◆ THE PROBLEM ◆
Look through the listing below, and wherever a line has the string "header", copy it.
**** RECORDS SUPPLIED ****
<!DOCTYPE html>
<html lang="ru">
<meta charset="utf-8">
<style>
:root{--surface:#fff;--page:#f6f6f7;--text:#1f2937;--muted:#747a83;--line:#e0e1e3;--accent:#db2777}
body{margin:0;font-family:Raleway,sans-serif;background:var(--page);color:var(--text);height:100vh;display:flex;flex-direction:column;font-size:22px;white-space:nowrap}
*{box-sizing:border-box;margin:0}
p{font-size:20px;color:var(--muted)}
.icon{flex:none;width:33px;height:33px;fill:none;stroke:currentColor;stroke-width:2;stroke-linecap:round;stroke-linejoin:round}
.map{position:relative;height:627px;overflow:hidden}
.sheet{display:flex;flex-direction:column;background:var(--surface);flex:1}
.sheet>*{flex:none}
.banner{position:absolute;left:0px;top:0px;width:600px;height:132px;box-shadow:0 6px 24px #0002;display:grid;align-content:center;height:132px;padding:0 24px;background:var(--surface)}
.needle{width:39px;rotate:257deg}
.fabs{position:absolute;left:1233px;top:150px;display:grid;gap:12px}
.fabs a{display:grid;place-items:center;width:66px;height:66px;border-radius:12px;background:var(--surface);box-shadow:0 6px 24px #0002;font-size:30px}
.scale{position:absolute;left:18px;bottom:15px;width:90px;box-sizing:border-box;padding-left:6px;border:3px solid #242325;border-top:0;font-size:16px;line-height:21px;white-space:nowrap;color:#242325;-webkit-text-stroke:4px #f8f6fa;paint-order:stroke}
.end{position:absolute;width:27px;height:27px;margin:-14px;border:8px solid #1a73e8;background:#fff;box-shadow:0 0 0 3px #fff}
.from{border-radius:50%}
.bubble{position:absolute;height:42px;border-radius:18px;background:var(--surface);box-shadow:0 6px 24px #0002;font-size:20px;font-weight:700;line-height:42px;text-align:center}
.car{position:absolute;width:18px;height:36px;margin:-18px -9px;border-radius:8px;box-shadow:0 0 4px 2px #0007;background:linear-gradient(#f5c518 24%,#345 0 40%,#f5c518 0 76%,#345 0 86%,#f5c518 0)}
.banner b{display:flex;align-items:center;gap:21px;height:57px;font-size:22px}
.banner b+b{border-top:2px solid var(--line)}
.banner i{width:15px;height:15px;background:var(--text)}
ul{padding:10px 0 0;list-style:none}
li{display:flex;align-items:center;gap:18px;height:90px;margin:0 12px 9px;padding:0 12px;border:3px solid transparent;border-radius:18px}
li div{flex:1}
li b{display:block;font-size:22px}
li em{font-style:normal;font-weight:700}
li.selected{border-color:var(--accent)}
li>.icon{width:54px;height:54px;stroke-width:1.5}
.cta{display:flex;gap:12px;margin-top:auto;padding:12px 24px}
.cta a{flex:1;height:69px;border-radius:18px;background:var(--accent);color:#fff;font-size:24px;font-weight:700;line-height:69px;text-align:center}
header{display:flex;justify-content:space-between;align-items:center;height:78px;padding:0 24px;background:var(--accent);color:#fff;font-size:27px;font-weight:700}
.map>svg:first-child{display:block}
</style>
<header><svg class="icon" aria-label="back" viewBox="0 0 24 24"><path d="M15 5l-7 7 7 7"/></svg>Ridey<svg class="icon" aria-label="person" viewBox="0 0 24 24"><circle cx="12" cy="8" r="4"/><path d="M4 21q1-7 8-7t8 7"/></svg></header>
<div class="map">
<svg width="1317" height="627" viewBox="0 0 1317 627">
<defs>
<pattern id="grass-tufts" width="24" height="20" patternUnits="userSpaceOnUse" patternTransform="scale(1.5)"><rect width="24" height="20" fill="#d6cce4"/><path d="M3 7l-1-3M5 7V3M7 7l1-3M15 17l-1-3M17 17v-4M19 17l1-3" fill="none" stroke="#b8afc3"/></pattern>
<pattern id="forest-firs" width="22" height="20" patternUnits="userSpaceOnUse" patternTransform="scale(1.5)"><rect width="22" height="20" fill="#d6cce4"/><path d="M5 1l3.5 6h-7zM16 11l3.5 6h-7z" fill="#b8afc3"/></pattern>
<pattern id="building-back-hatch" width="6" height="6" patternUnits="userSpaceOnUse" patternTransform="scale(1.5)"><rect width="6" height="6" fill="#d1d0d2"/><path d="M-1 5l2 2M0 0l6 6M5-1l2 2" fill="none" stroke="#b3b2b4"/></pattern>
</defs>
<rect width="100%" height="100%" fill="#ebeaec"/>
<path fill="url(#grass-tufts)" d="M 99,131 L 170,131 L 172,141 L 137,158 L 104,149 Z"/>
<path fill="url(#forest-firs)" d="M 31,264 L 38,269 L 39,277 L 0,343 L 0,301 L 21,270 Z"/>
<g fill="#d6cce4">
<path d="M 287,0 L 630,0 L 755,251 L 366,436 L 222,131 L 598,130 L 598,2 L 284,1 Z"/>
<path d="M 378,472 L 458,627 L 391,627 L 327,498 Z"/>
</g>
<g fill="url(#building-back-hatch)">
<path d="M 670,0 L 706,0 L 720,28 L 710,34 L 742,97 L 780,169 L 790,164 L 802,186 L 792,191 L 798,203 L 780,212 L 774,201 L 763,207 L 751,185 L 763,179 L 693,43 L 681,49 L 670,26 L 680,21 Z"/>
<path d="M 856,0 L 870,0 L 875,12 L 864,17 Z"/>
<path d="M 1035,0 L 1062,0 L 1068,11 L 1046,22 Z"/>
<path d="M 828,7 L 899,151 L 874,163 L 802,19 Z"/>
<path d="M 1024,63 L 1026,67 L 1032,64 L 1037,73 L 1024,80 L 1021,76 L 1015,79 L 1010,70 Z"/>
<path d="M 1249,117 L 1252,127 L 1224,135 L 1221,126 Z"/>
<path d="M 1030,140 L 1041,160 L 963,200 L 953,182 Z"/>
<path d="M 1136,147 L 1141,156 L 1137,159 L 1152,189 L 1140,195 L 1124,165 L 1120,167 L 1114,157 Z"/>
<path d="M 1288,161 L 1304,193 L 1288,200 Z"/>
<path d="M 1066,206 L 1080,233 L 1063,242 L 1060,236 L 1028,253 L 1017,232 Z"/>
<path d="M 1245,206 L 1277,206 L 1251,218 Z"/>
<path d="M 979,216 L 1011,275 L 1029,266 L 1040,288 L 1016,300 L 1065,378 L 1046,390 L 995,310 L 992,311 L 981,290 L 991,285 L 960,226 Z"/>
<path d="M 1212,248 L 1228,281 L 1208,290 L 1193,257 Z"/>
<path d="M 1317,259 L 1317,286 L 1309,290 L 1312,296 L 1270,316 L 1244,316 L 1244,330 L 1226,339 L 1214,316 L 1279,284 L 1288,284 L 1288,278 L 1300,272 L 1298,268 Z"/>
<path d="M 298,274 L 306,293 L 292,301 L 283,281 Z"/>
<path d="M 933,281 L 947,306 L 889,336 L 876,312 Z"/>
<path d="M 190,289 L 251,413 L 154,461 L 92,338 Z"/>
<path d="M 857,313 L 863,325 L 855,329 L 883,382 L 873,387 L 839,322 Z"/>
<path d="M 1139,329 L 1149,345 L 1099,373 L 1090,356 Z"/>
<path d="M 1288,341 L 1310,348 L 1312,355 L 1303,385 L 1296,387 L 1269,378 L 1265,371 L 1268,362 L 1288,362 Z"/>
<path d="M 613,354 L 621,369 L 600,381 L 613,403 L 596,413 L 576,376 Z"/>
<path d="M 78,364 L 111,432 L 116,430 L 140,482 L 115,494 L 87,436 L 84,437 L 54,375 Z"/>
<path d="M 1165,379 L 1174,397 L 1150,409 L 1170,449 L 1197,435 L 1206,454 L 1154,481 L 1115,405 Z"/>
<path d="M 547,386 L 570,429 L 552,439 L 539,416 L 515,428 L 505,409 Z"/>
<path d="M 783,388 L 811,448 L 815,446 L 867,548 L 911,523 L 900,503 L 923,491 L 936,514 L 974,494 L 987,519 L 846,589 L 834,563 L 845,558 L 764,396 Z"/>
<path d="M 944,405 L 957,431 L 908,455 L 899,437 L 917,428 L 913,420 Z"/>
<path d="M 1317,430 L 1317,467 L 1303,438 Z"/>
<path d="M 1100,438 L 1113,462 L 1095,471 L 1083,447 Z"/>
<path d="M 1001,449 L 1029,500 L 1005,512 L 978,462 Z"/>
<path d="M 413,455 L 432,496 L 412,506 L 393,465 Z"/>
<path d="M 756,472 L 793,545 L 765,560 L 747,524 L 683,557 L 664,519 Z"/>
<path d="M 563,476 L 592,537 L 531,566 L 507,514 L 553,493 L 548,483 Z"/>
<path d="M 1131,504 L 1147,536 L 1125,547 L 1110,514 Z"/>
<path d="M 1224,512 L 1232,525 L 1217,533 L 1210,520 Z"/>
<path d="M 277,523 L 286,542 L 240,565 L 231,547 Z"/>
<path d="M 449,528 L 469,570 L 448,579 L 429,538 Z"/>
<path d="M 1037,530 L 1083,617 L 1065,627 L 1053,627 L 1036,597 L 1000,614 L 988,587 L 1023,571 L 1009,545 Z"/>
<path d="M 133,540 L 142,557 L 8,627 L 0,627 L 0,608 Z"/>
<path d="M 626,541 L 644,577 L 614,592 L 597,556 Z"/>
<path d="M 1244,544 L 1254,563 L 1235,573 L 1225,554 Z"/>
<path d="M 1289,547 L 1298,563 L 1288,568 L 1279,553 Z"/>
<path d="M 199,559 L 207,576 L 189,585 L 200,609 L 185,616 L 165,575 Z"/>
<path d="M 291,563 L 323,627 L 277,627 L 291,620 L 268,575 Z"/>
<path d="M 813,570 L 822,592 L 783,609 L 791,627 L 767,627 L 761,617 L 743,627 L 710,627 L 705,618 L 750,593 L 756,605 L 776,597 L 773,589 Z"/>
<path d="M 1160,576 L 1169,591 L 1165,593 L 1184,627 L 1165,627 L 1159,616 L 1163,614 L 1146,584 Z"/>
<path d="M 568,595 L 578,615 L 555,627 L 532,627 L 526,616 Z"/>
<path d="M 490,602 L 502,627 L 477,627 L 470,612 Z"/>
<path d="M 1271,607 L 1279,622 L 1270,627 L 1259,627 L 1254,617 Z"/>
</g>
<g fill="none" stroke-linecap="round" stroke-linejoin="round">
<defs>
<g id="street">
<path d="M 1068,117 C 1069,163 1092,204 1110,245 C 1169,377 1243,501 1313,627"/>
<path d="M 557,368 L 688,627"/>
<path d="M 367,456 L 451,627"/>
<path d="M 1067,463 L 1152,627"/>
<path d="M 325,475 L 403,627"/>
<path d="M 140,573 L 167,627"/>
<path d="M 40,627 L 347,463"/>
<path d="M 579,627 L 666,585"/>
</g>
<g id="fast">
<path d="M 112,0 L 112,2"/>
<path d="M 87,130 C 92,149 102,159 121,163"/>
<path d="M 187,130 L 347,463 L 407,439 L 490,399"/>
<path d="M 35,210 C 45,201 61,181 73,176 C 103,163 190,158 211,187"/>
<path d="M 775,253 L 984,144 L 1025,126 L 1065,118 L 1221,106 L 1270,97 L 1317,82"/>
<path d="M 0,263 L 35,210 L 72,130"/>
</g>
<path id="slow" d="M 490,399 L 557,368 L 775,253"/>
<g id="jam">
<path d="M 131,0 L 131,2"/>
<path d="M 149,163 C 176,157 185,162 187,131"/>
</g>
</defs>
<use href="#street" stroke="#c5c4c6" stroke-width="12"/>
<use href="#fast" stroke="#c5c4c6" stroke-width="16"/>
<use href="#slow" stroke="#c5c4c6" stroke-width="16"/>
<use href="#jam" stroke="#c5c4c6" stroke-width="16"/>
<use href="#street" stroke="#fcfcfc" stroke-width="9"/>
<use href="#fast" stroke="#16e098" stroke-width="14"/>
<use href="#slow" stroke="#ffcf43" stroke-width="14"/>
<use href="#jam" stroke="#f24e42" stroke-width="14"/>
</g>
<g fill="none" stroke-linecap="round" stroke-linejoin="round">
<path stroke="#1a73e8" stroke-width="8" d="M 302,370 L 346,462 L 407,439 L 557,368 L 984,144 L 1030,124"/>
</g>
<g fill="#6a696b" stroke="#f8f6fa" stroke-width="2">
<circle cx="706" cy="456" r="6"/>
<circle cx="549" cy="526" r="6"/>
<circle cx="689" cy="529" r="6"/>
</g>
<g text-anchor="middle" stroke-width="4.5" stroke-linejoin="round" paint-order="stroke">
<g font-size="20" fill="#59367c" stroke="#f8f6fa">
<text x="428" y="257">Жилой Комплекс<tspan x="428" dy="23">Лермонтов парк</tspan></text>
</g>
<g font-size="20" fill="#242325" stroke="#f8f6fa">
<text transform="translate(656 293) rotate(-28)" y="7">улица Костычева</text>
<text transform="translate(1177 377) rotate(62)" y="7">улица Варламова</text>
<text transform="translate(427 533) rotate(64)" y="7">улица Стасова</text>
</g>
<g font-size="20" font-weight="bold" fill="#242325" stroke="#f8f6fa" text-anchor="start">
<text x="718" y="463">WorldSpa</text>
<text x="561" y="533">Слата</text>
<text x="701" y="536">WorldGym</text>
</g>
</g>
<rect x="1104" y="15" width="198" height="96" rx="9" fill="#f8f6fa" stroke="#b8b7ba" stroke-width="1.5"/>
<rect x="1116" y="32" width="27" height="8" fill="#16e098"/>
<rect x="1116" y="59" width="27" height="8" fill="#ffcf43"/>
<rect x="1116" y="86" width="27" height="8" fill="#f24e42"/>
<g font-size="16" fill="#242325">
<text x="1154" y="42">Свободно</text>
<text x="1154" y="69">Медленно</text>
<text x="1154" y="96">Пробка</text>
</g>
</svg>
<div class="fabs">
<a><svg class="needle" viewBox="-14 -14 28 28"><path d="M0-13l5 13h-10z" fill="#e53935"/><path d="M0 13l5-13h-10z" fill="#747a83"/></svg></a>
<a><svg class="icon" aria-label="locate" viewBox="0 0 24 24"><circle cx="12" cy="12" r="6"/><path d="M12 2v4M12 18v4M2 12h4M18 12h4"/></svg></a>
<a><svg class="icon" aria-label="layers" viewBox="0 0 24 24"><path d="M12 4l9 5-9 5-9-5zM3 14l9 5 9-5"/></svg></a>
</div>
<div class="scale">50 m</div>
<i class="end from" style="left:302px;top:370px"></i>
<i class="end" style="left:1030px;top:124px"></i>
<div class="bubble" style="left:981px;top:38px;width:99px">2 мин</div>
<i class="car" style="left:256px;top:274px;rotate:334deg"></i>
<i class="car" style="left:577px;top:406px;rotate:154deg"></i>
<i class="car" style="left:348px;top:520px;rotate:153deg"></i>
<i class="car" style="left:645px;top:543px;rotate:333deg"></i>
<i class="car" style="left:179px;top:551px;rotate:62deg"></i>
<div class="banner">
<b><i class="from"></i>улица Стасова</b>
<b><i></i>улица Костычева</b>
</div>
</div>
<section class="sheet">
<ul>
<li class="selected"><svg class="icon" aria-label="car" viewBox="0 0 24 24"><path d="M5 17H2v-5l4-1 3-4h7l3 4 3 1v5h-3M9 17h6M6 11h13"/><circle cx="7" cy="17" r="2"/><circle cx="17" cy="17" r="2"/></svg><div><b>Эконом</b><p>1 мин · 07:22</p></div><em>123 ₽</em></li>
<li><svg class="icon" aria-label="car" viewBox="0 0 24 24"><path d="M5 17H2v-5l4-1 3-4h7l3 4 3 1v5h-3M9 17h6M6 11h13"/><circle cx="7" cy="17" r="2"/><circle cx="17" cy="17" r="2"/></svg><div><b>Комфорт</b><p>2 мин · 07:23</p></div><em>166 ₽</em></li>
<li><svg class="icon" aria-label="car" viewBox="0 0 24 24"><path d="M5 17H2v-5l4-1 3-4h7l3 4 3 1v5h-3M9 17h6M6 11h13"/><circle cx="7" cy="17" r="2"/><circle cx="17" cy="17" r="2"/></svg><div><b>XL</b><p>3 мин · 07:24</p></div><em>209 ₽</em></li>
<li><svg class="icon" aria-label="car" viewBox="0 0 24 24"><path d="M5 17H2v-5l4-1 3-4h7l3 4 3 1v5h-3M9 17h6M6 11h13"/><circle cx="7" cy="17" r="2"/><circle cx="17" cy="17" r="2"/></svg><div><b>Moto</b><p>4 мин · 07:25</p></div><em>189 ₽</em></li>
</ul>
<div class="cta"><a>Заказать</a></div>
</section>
****
◆ ANSWER TO THIS EXERCISE ◆
header{display:flex;justify-content:space-between;align-items:center;height:78px;padding:0 24px;background:var(--accent);color:#fff;font-size:27px;font-weight:700}
<header><svg class="icon" aria-label="back" viewBox="0 0 24 24"><path d="M15 5l-7 7 7 7"/></svg>Ridey<svg class="icon" aria-label="person" viewBox="0 0 24 24"><circle cx="12" cy="8" r="4"/><path d="M4 21q1-7 8-7t8 7"/></svg></header>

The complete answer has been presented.